Qwen3-4B CoT Compression — Level 4 (Ultra-compact)

LoRA adapter for Qwen/Qwen3-4B-Instruct-2507 that produces reasoning in Level-4 style: ~45 chars; short variable chain with arrow.

Part of a 5-level Pareto study on chain-of-thought compression for math reasoning.

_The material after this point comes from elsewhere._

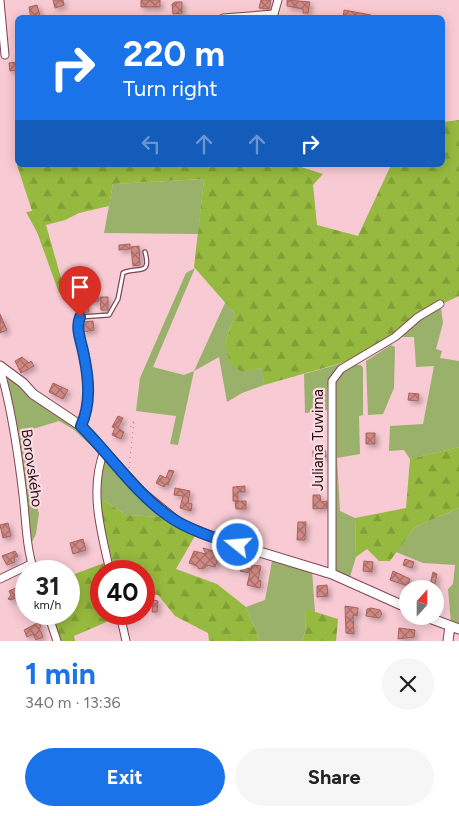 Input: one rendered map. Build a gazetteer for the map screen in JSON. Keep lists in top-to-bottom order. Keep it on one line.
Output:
{"streets":{"street":["Juliana Tuwima","Borovského"]},"north":"top","page":{"turn":["220 m","Turn right"],"speed":"31 km/h","limit":"40","heading":["1 min","340 m · 13:36"],"buttons":["Exit","Share"]}}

See the collection and the eval artifacts at ssurface/qwen3-4b-cot-compress-eval.

GSM8K-test results (single seed = 42)

metric	value
accuracy	0.579985
n_correct / n_total	765 / 1319
mean think tokens	39.05
median think tokens	35.00

Baseline (stock Qwen/Qwen3-4B-Instruct-2507) is ~0.896 accuracy at ~294 completion tokens.

Usage

from peft import PeftModel
from transformers import AutoModelForCausalLM, AutoTokenizer
import torch

base = AutoModelForCausalLM.from_pretrained(
    "Qwen/Qwen3-4B-Instruct-2507", torch_dtype=torch.float16, device_map="auto"
)
model = PeftModel.from_pretrained(base, "ssurface/qwen3-4b-cot-compress-l4")
tok = AutoTokenizer.from_pretrained("Qwen/Qwen3-4B-Instruct-2507")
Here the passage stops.